**Task item**
Wherever a line holds the word "East", copy that line from the data.

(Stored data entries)
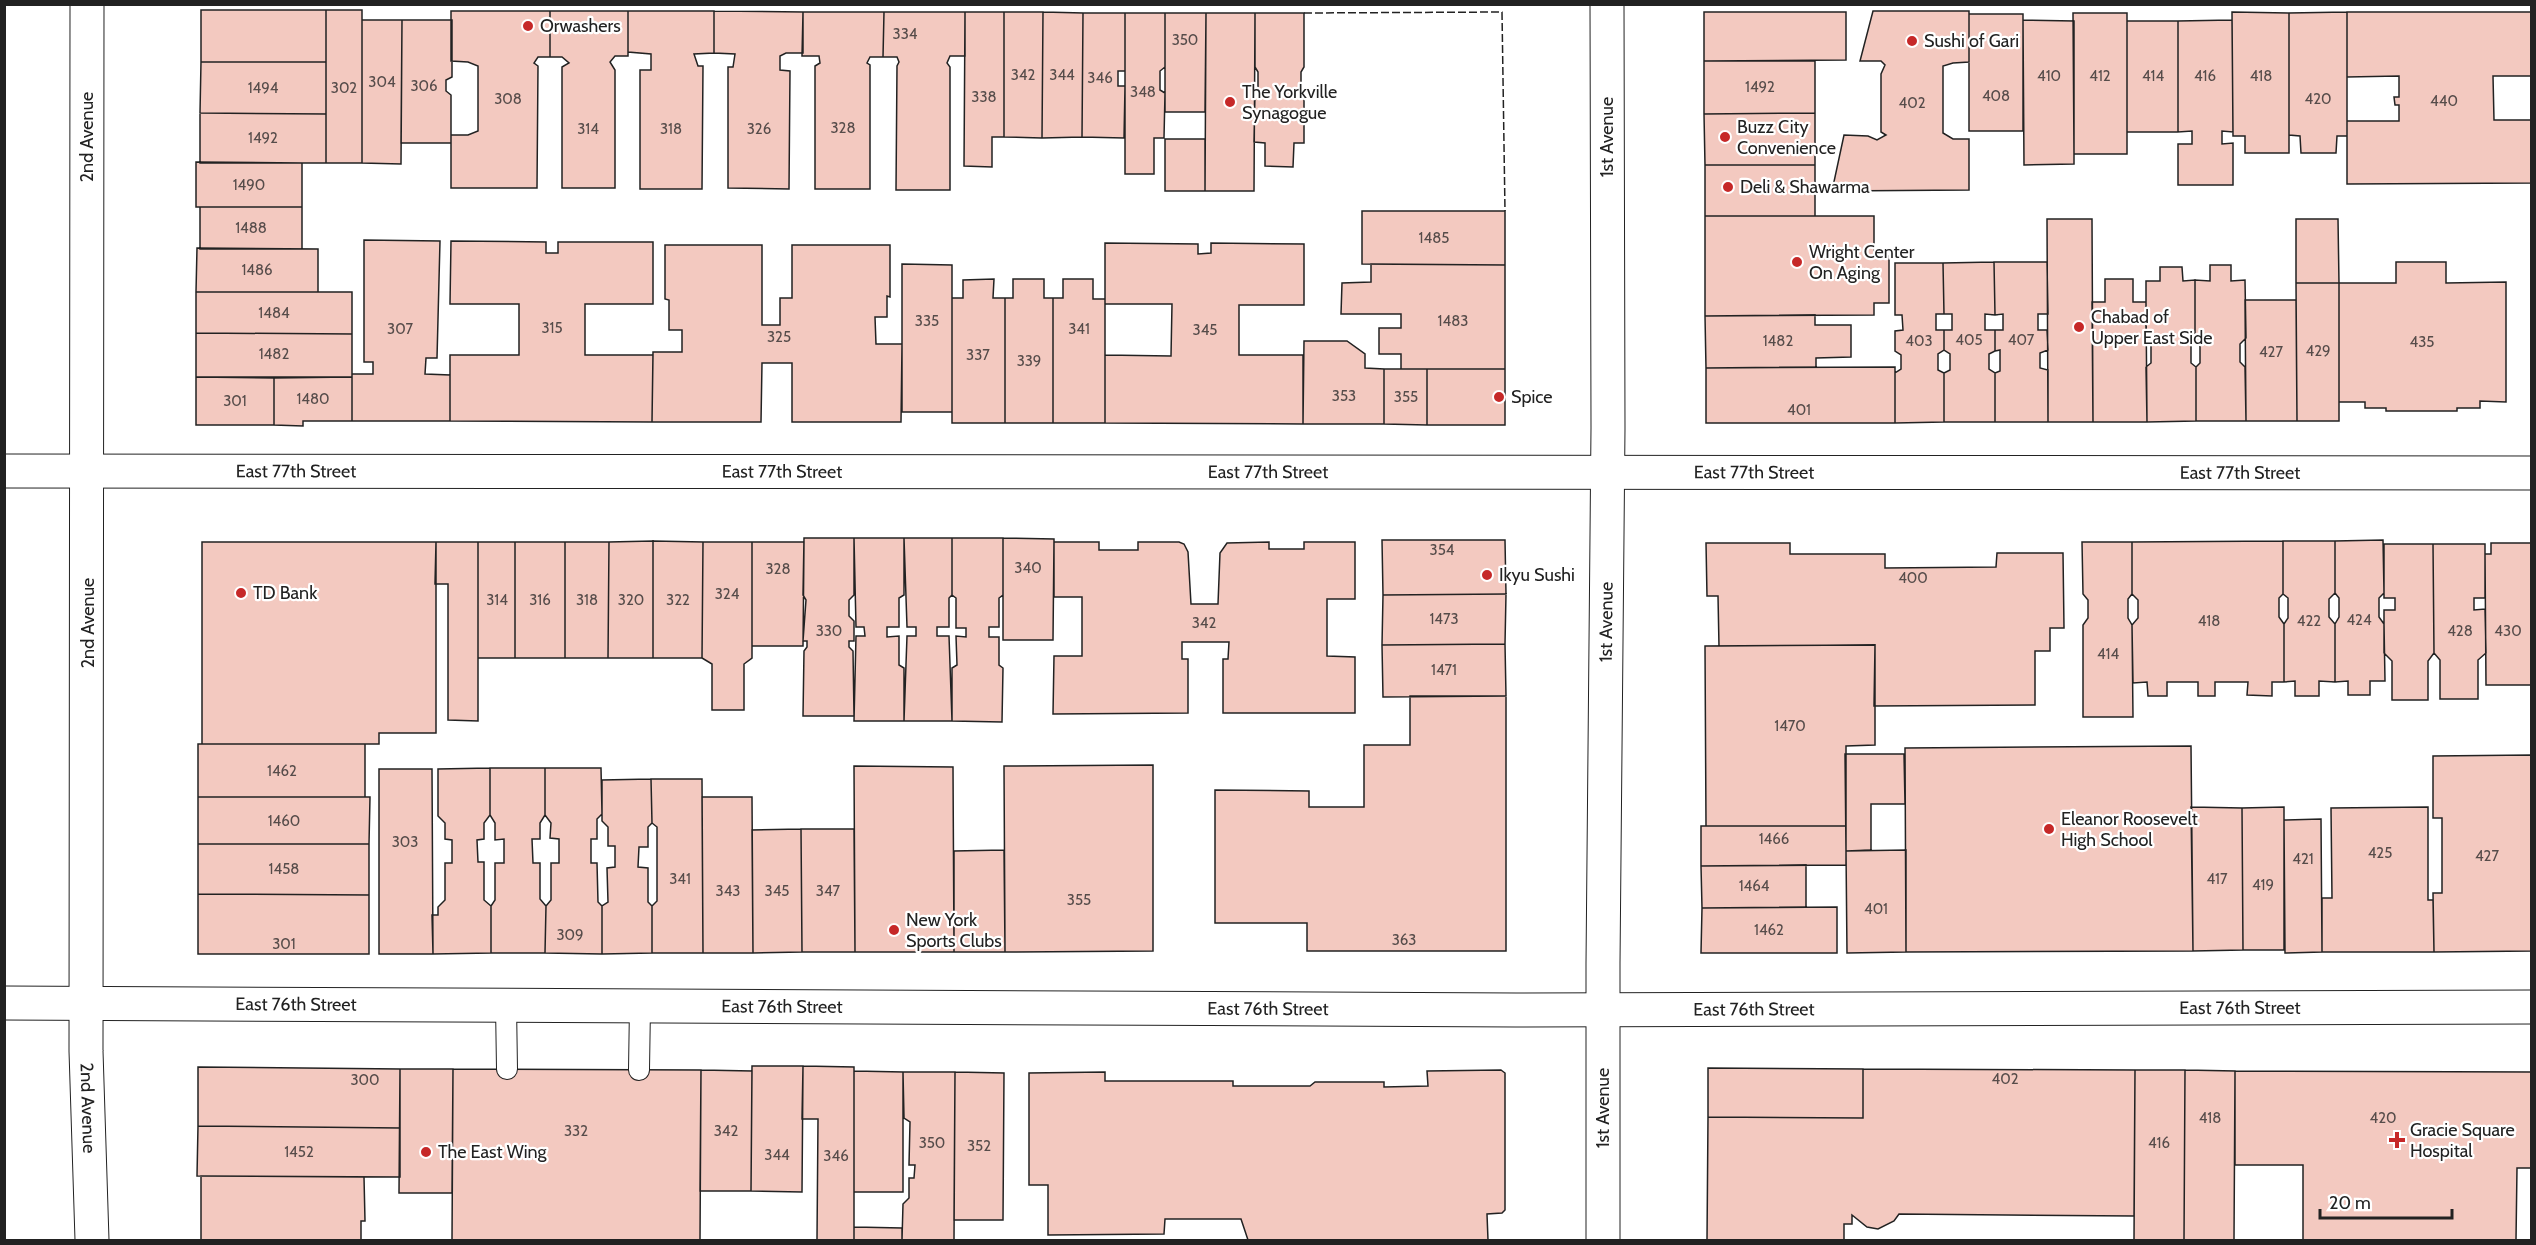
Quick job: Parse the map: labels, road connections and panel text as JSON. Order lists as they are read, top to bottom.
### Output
{
  "streets": {
    "street": [
      "2nd Avenue",
      "1st Avenue",
      "East 77th Street",
      "East 76th Street"
    ]
  },
  "crossings": [
    ["2nd Avenue", "East 77th Street"],
    ["2nd Avenue", "East 76th Street"],
    ["1st Avenue", "East 77th Street"],
    ["1st Avenue", "East 76th Street"]
  ],
  "places": {
    "other": [
      "Orwashers",
      "Sushi of Gari",
      "The Yorkville Synagogue",
      "Buzz City Convenience",
      "Deli & Shawarma",
      "Wright Center On Aging",
      "Chabad of Upper East Side",
      "Spice",
      "Ikyu Sushi",
      "TD Bank",
      "Eleanor Roosevelt High School",
      "New York Sports Clubs",
      "The East Wing"
    ],
    "health": ["Gracie Square Hospital"]
  },
  "house_numbers": [
    "334",
    "350",
    "342",
    "344",
    "410",
    "412",
    "414",
    "416",
    "418",
    "346",
    "304",
    "306",
    "1492",
    "1494",
    "302",
    "348",
    "408",
    "338",
    "308",
    "420",
    "440",
    "402",
    "328",
    "314",
    "318",
    "326",
    "1492",
    "1490",
    "1488",
    "1485",
    "1486",
    "1484",
    "335",
    "1483",
    "315",
    "307",
    "341",
    "345",
    "325",
    "405",
    "407",
    "1482",
    "403",
    "435",
    "429",
    "427",
    "1482",
    "337",
    "339",
    "353",
    "355",
    "1480",
    "301",
    "401",
    "354",
    "340",
    "328",
    "400",
    "324",
    "314",
    "316",
    "318",
    "320",
    "322",
    "1473",
    "424",
    "418",
    "422",
    "342",
    "330",
    "428",
    "430",
    "414",
    "1471",
    "1470",
    "1462",
    "1460",
    "1466",
    "303",
    "425",
    "427",
    "421",
    "1458",
    "341",
    "417",
    "419",
    "1464",
    "343",
    "345",
    "347",
    "355",
    "401",
    "1462",
    "309",
    "363",
    "301",
    "402",
    "300",
    "418",
    "420",
    "332",
    "342",
    "350",
    "416",
    "352",
    "1452",
    "344",
    "346"
  ],
  "scale_bar": "20 m"
}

**Response box**
      "East 77th Street",
      "East 76th Street"
    ["2nd Avenue", "East 77th Street"],
    ["2nd Avenue", "East 76th Street"],
    ["1st Avenue", "East 77th Street"],
    ["1st Avenue", "East 76th Street"]
      "Chabad of Upper East Side",
      "The East Wing"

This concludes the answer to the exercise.